Los hombres tiramos de las cuerdas atadas al tren de aterrizaje y arrastramos el cacharro hasta la pista. Miré los más que notorios remiendos del fuselaje y jamás antes sentí tan cerca la fuerza del arrepentimiento, pero tenía que llegar al Coca, a ciento ochenta kilómetros de Shell, y la vía más corta era por aire.

Repitiéndome como en una plegaria "estos aviones son seguros, muy seguros, absolutamente seguros", subí a bordo. Me tocó el asiento del copiloto. A mi espalda gruñían nerviosos los cerditos. El gallo permanecía ausente a los ajetreos previos al despegue.

– San Sebastián… San Sebastián… responda… El capitán Palacios le hablaba a un micrófono. Como toda respuesta recibió una serie de silbidos. Tras manipular unas perillas que sólo consiguieron aumentar el volumen de los silbidos, colgó el micrófono. -Te dije que arreglaras esta vaina. Te lo dije.

– Esa pendejada no tiene arreglo. Soy mecánico. No hago milagros -precisó el mulato.

– Conforme. Qué más da. Igual nos verán llegar.

La avioneta empezó a corretear por el lodo y, al echar una mirada al panel de instrumentos, sentí deseos de saltar. Nunca antes había visto un panel tan humilde. Entre varios agujeros vacíos y restos de cables que alguna vez fueron sin duda instrumentos de navegación, se veía oscilar la aguja del altímetro y la del tanque de combustible. El "horizonte" o indicador de estabilidad, que debe ir paralelo a la tierra, estaba casi vertical.

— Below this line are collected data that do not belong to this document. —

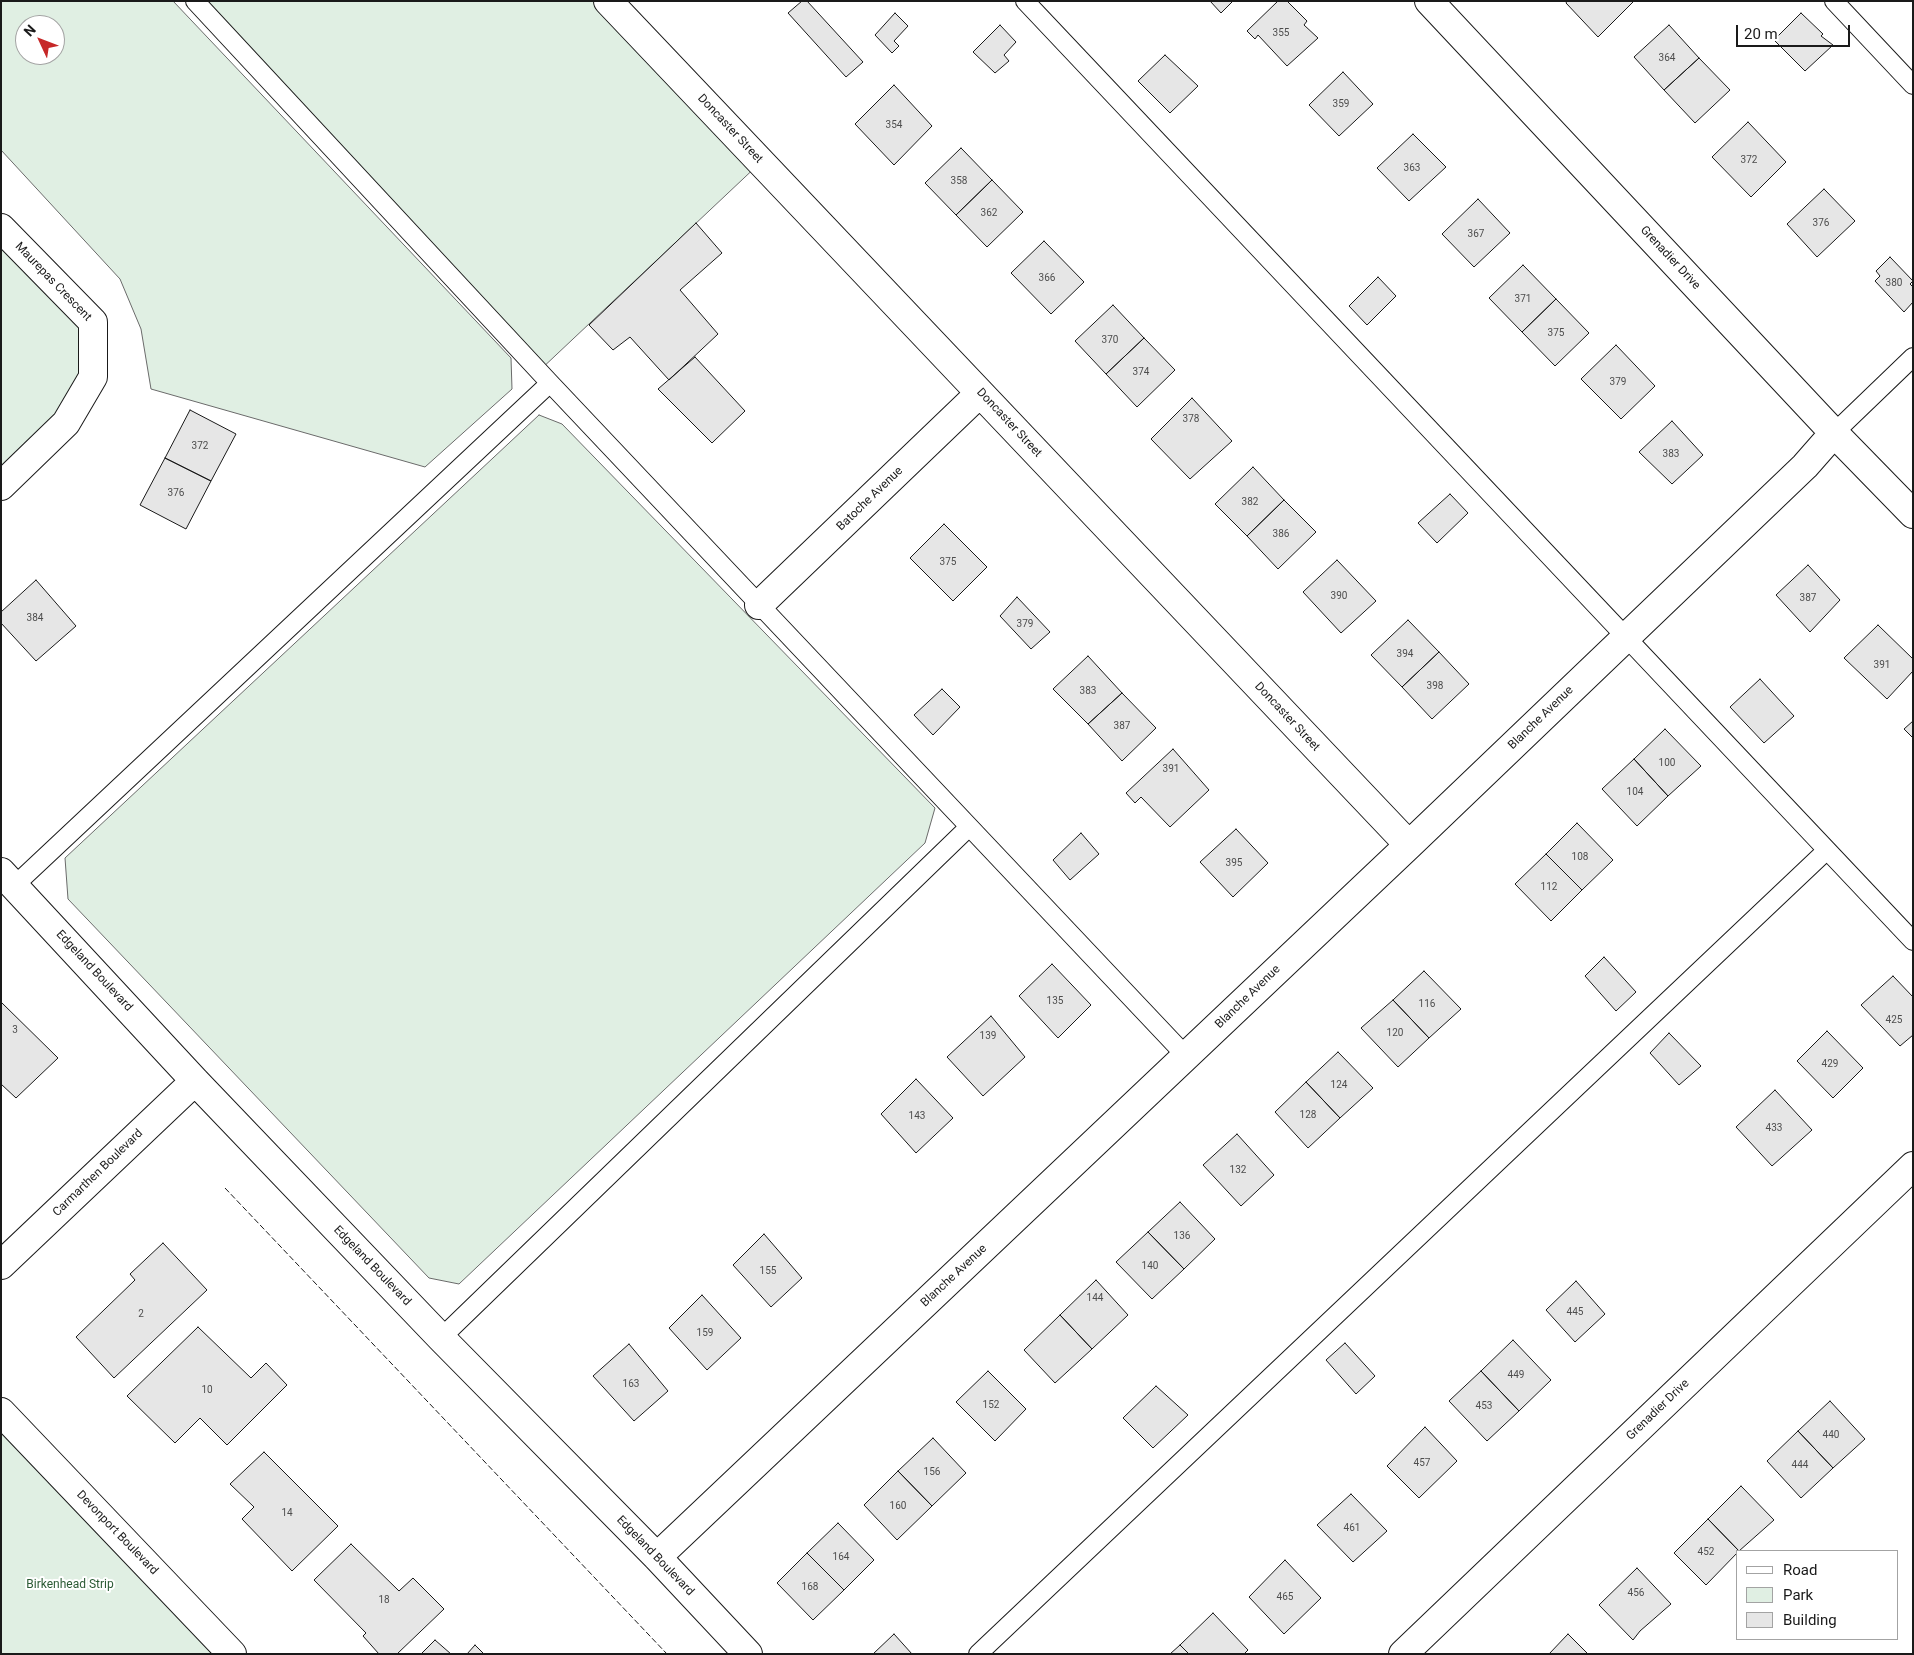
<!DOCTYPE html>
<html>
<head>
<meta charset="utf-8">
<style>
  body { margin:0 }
  #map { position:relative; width:1914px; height:1655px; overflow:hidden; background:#fff; font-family:Roboto,sans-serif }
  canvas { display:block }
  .frame { position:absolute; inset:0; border:2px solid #1a1a1a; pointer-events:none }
  .legend { position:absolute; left:1736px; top:1550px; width:162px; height:90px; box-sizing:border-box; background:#fff; border:1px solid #a3a3a3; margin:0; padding:6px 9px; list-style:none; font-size:15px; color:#1a1a1a }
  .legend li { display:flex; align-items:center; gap:10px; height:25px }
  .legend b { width:25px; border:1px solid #a3a3a3 }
  .north { position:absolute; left:15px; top:15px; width:50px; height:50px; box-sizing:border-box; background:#fff; border:1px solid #a3a3a3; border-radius:50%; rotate:313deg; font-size:14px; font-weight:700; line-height:20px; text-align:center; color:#1a1a1a }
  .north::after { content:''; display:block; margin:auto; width:18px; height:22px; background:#c62828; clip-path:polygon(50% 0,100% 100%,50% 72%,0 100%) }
  .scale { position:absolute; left:1736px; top:25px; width:114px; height:22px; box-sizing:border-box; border:2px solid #1a1a1a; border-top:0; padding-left:6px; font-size:15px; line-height:18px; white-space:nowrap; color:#1a1a1a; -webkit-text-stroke:4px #fff; paint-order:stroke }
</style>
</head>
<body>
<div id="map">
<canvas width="1914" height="1655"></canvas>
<div class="frame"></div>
<ul class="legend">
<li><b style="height:6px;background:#fff"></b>Road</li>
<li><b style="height:14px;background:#e0efe3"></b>Park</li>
<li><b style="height:14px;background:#e6e6e6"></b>Building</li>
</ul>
<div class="north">N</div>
<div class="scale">20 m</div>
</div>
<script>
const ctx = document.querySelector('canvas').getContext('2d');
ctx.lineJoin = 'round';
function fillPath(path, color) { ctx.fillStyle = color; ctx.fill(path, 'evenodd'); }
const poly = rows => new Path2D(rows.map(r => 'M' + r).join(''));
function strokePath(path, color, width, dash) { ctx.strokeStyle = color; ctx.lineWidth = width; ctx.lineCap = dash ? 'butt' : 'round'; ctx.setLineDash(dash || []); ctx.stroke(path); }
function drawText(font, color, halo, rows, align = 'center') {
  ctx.font = font + ' Roboto,sans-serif'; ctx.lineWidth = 4; ctx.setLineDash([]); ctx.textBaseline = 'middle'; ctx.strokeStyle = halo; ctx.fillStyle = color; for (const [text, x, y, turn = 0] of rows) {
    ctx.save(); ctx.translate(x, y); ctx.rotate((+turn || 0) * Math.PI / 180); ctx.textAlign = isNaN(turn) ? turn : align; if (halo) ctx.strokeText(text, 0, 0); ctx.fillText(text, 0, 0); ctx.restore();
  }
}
const green = poly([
  [1,1,173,1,511,358,512,389,425,467,151,389,141,329,120,279,1,150,1,1],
  [25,25,55,25,55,55,25,55,25,25],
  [195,1,608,1,761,162,539,371,195,1],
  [1,228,93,322,93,377,1,486,1,228],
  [539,415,562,424,935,808,925,843,459,1284,429,1278,68,899,65,858,539,415],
  [1,1412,232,1654,1,1654,1,1412]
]);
fillPath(green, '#e0efe3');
strokePath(green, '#6a6a6a', 1);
const building = poly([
  [802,1,807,1,863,62,846,77,788,13,802,1],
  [1210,1,1233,1,1221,13,1210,1],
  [1278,1,1287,1,1307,21,1304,25,1318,38,1287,66,1258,35,1255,39,1247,31,1278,1],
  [1567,1,1634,1,1598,37,1566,3,1567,1],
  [895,13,908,26,894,41,899,46,892,53,875,35,895,13],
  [1801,13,1823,34,1821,36,1833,45,1805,71,1774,40,1801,13],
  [1000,25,1016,42,1004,55,1009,61,995,73,973,52,1000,25],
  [1669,25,1699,58,1664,90,1634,57,1669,25],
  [1165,55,1198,86,1170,113,1138,81,1165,55],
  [1699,58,1730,90,1695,123,1664,90,1699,58],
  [1343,72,1373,104,1339,136,1309,105,1343,72],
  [894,85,932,126,894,165,855,124,894,85],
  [1748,122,1786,162,1751,197,1712,157,1748,122],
  [1413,134,1446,167,1409,201,1377,168,1413,134],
  [961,148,992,180,956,215,925,183,961,148],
  [992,180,1023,212,987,247,956,215,992,180],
  [1824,189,1855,221,1817,257,1787,224,1824,189],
  [1478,199,1510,233,1474,267,1442,234,1478,199],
  [696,223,722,253,680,290,718,334,669,380,630,337,613,350,589,325,696,223],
  [1044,241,1084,282,1051,314,1011,273,1044,241],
  [1890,257,1913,281,1910,284,1913,287,1913,302,1904,312,1875,281,1880,276,1876,271,1890,257],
  [1523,265,1556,299,1522,332,1489,298,1523,265],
  [1378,277,1396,296,1367,325,1349,306,1378,277],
  [1556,299,1589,333,1555,366,1522,332,1556,299],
  [1113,305,1144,338,1106,374,1075,341,1113,305],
  [1144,338,1175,370,1137,407,1106,374,1144,338],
  [1616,345,1655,386,1621,419,1581,379,1616,345],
  [695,357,745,411,712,443,658,389,695,357],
  [1192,398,1232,441,1190,479,1151,439,1192,398],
  [190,410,236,434,211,481,165,458,190,410],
  [1672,421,1703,455,1672,484,1639,452,1672,421],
  [165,458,211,481,186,529,140,505,165,458],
  [1253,467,1284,500,1247,536,1215,504,1253,467],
  [1450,494,1468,513,1437,543,1418,523,1450,494],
  [1284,500,1316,532,1278,569,1247,536,1284,500],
  [944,524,987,567,953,601,910,558,944,524],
  [1337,560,1376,601,1341,633,1303,592,1337,560],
  [1808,565,1840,600,1810,632,1776,595,1808,565],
  [36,580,76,626,36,661,1,623,1,612,36,580],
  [1017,597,1050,632,1031,649,1000,616,1017,597],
  [1408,620,1439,652,1402,687,1371,655,1408,620],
  [1878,625,1913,659,1913,671,1887,699,1844,658,1878,625],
  [1439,652,1469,684,1432,719,1402,687,1439,652],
  [1088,656,1122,693,1088,724,1053,689,1088,656],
  [1760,679,1794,716,1764,743,1730,707,1760,679],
  [942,689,960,707,933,735,914,715,942,689],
  [1122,693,1156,728,1122,761,1088,724,1122,693],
  [1913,721,1913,738,1904,729,1913,721],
  [1665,729,1701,766,1668,796,1634,759,1665,729],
  [1173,749,1209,790,1170,827,1141,797,1135,803,1126,793,1173,749],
  [1634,759,1668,796,1637,826,1602,789,1634,759],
  [1577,823,1613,860,1582,890,1546,854,1577,823],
  [1236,829,1268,863,1233,897,1200,862,1236,829],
  [1081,833,1099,854,1070,880,1053,860,1081,833],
  [1546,854,1582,890,1551,921,1515,884,1546,854],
  [1604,957,1636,992,1616,1011,1585,976,1604,957],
  [1052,964,1091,1005,1058,1038,1019,996,1052,964],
  [1424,971,1461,1009,1429,1038,1393,1000,1424,971],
  [1893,976,1913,997,1913,1035,1900,1046,1861,1005,1893,976],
  [1393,1000,1429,1038,1398,1067,1361,1028,1393,1000],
  [1,1002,58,1058,16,1098,1,1084,1,1002],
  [991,1016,1025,1057,983,1096,947,1057,991,1016],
  [1827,1031,1863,1068,1833,1098,1797,1061,1827,1031],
  [1669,1033,1701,1066,1679,1085,1650,1053,1669,1033],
  [1338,1052,1373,1088,1340,1118,1306,1082,1338,1052],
  [916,1079,953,1118,916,1153,881,1114,916,1079],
  [1306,1082,1340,1118,1308,1148,1275,1112,1306,1082],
  [1775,1090,1812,1130,1772,1166,1736,1127,1775,1090],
  [1237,1134,1274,1175,1241,1206,1203,1165,1237,1134],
  [1180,1202,1215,1239,1184,1269,1148,1232,1180,1202],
  [1148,1232,1184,1269,1152,1299,1116,1262,1148,1232],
  [764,1234,802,1278,771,1307,733,1265,764,1234],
  [163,1243,207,1290,114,1378,76,1337,135,1280,130,1274,163,1243],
  [1096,1280,1128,1315,1092,1349,1060,1315,1096,1280],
  [1576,1281,1605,1314,1575,1342,1546,1310,1576,1281],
  [702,1295,741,1338,707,1370,669,1328,702,1295],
  [1060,1315,1092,1349,1055,1383,1024,1350,1060,1315],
  [198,1327,251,1378,266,1363,287,1385,227,1445,200,1418,175,1443,127,1396,198,1327],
  [1513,1340,1551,1380,1519,1411,1481,1371,1513,1340],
  [1345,1343,1375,1376,1356,1394,1326,1360,1345,1343],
  [629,1344,668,1391,634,1421,593,1376,629,1344],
  [988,1371,1026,1409,995,1441,956,1402,988,1371],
  [1481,1371,1519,1411,1487,1441,1449,1401,1481,1371],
  [1156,1386,1188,1415,1153,1448,1123,1418,1156,1386],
  [1830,1401,1865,1439,1833,1468,1798,1431,1830,1401],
  [1425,1427,1457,1461,1419,1498,1387,1466,1425,1427],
  [1798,1431,1833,1468,1801,1498,1767,1461,1798,1431],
  [933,1438,966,1473,932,1506,898,1471,933,1438],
  [264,1452,338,1526,292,1571,242,1519,254,1507,230,1484,264,1452],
  [898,1471,932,1506,897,1540,864,1505,898,1471],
  [1741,1486,1774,1520,1739,1551,1708,1519,1741,1486],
  [1351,1494,1387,1531,1353,1562,1317,1525,1351,1494],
  [1708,1519,1739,1551,1706,1585,1674,1553,1708,1519],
  [838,1523,874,1560,844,1590,807,1553,838,1523],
  [351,1544,399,1591,413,1578,444,1609,397,1654,379,1654,363,1636,366,1633,314,1580,351,1544],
  [807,1553,844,1590,813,1620,777,1583,807,1553],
  [1285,1560,1321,1598,1284,1634,1249,1597,1285,1560],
  [1637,1568,1671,1604,1640,1631,1633,1640,1599,1605,1637,1568],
  [1213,1613,1248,1650,1244,1654,1189,1654,1180,1645,1213,1613],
  [894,1634,912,1654,873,1654,894,1634],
  [1568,1634,1588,1654,1549,1654,1568,1634],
  [435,1640,451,1654,421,1654,435,1640],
  [475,1645,484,1654,467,1654,475,1645],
  [1180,1645,1189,1654,1170,1654,1180,1645]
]);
fillPath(building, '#e6e6e6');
strokePath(building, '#1a1a1a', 1);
const lane = poly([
  [195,1,550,383,1186,1056],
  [1025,1,1913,941],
  [1834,1,1913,85],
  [1834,433,1913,357],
  [14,886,550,383],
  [441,1338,969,827],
  [978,1654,1827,850]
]);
const street = poly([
  [608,1,1409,845],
  [1429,1,1834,433,1913,514],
  [1,228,93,322,93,377,66,423,1,486],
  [759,605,980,393],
  [1,872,195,1081,441,1338,657,1557,748,1654],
  [1,1265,195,1081],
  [1,1412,232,1654],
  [657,1557,1409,845,1805,466,1834,433],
  [1403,1654,1913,1166]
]);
strokePath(lane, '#1a1a1a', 20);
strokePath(street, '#1a1a1a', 30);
strokePath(lane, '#fff', 18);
strokePath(street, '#fff', 28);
strokePath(poly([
  [225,1188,667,1654]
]), '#1a1a1a', 1, [6, 2.5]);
drawText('10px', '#4d4d4d', null, [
  ["355",1281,33],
  ["364",1667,58],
  ["359",1341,104],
  ["354",894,125],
  ["372",1749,160],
  ["363",1412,168],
  ["358",959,181],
  ["362",989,213],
  ["376",1821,223],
  ["367",1476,234],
  ["366",1047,278],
  ["380",1894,283],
  ["371",1523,299],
  ["375",1556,333],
  ["370",1110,340],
  ["374",1141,372],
  ["379",1618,382],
  ["378",1191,419],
  ["372",200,446],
  ["383",1671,454],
  ["376",176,493],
  ["382",1250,502],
  ["386",1281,534],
  ["375",948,562],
  ["390",1339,596],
  ["387",1808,598],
  ["384",35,618],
  ["379",1025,624],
  ["394",1405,654],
  ["391",1882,665],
  ["398",1435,686],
  ["383",1088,691],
  ["387",1122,726],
  ["100",1667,763],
  ["391",1171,769],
  ["104",1635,792],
  ["108",1580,857],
  ["395",1234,863],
  ["112",1549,887],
  ["135",1055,1001],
  ["116",1427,1004],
  ["425",1894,1020],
  ["3",15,1030],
  ["120",1395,1033],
  ["139",988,1036],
  ["429",1830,1064],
  ["124",1339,1085],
  ["128",1308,1115],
  ["143",917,1116],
  ["433",1774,1128],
  ["132",1238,1170],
  ["136",1182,1236],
  ["140",1150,1266],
  ["155",768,1271],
  ["144",1095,1298],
  ["445",1575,1312],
  ["2",141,1314],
  ["159",705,1333],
  ["449",1516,1375],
  ["163",631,1384],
  ["10",207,1390],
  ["152",991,1405],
  ["453",1484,1406],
  ["440",1831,1435],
  ["457",1422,1463],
  ["444",1800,1465],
  ["156",932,1472],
  ["160",898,1506],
  ["14",287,1513],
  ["461",1352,1528],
  ["452",1706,1552],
  ["164",841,1557],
  ["168",810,1587],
  ["456",1636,1593],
  ["465",1285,1597],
  ["18",384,1600]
]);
drawText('12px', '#1a1a1a', '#fff', [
  ["Doncaster Street",730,129,47],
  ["Grenadier Drive",1670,258,47],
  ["Maurepas Crescent",53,282,46],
  ["Doncaster Street",1009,423,47],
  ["Batoche Avenue",870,499,-44],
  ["Doncaster Street",1287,717,47],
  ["Blanche Avenue",1541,718,-44],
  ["Edgeland Boulevard",94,971,47],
  ["Blanche Avenue",1248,997,-44],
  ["Carmarthen Boulevard",98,1173,-44],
  ["Edgeland Boulevard",372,1266,46],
  ["Blanche Avenue",954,1276,-43],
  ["Grenadier Drive",1658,1410,-44],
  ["Devonport Boulevard",117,1533,46],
  ["Edgeland Boulevard",655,1556,46]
]);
drawText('12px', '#2b5a34', '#fff', [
  ["Birkenhead Strip",70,1585]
]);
</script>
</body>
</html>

– Oiga…, el horizonte no funciona -comenté ocultando el pánico.

– No importa. El cielo está arriba y el suelo abajo. Lo demás son pendejadas -concluyó Palacios.

Despegamos. La avioneta se elevó unos ciento cincuenta metros y se estabilizó con suavidad. Volábamos bajo un techo de nubes espesas y grises. El aire caliente de las tormentas se apropió de la cabina. Con cierto alivio vi que la brújula funcionaba: íbamos en dirección noreste. A los veinte minutos vimos la verde línea serpenteante de un río.

– Mire qué belleza: el Huapuno. Ya nos metemos en la Amazonia -exclamó el piloto.

– Creía que el territorio amazónico empezaba bastante más al este -comenté.

– Pendejadas de los políticos. La Amazonia empieza con las primeras gotas que van a dar al gran río. ¿Qué se le perdió en el Coca, man? -Nada. Visito a unos amigos.

– Eso está bien. Nunca hay que ólvidar a los amigos. Aunque se encuentren en el mismísimo infierno, hay que ir a verlos. Pensé que era un garimpeiro. No me gustan los garimpeiros. -A mí tampoco me gustan.

– Son una plaga. Al menor rumor de mierda brillante aparecen por miles. A veces siento ganas de cargar la avioneta con gas venenoso y darles una fumigada. ¿Qué le parece el vuelo? -Hasta ahora bien. Ninguna queja.

El plan de vuelo del capitán Palacios era bastante simple: por debajo de las nubes seguía el curso del río Huapuno hasta que se unía con el Arajuno formando un río mayor que continuaba su curso en dirección noreste. Abajo, la selva era como un gigantesco animal en reposo, resignado a recibir el aguacero que no tardaría en caer. -Usted no es de aquí, man. -No. Soy chileno. -Ajá. Dos veces ajá. -¿Qué quiere decir con eso?

– Que usted está aquí, o bien porque es un demente, o bien porque no puede vivir en su país. Cualquiera de los dos motivos me resulta simpático. Mire los flamingos allá abajo. ¿Ha visto pájaros más hermosos?

Tenía razón en todo: sólo un demente se habría subido a una avioneta como aquélla, yo no podía en efecto vivir en mi país y, allá abajo, en una laguna formada por los desbordes del Huapuno, una multitud de hermosos flamingos esperaba la tormenta.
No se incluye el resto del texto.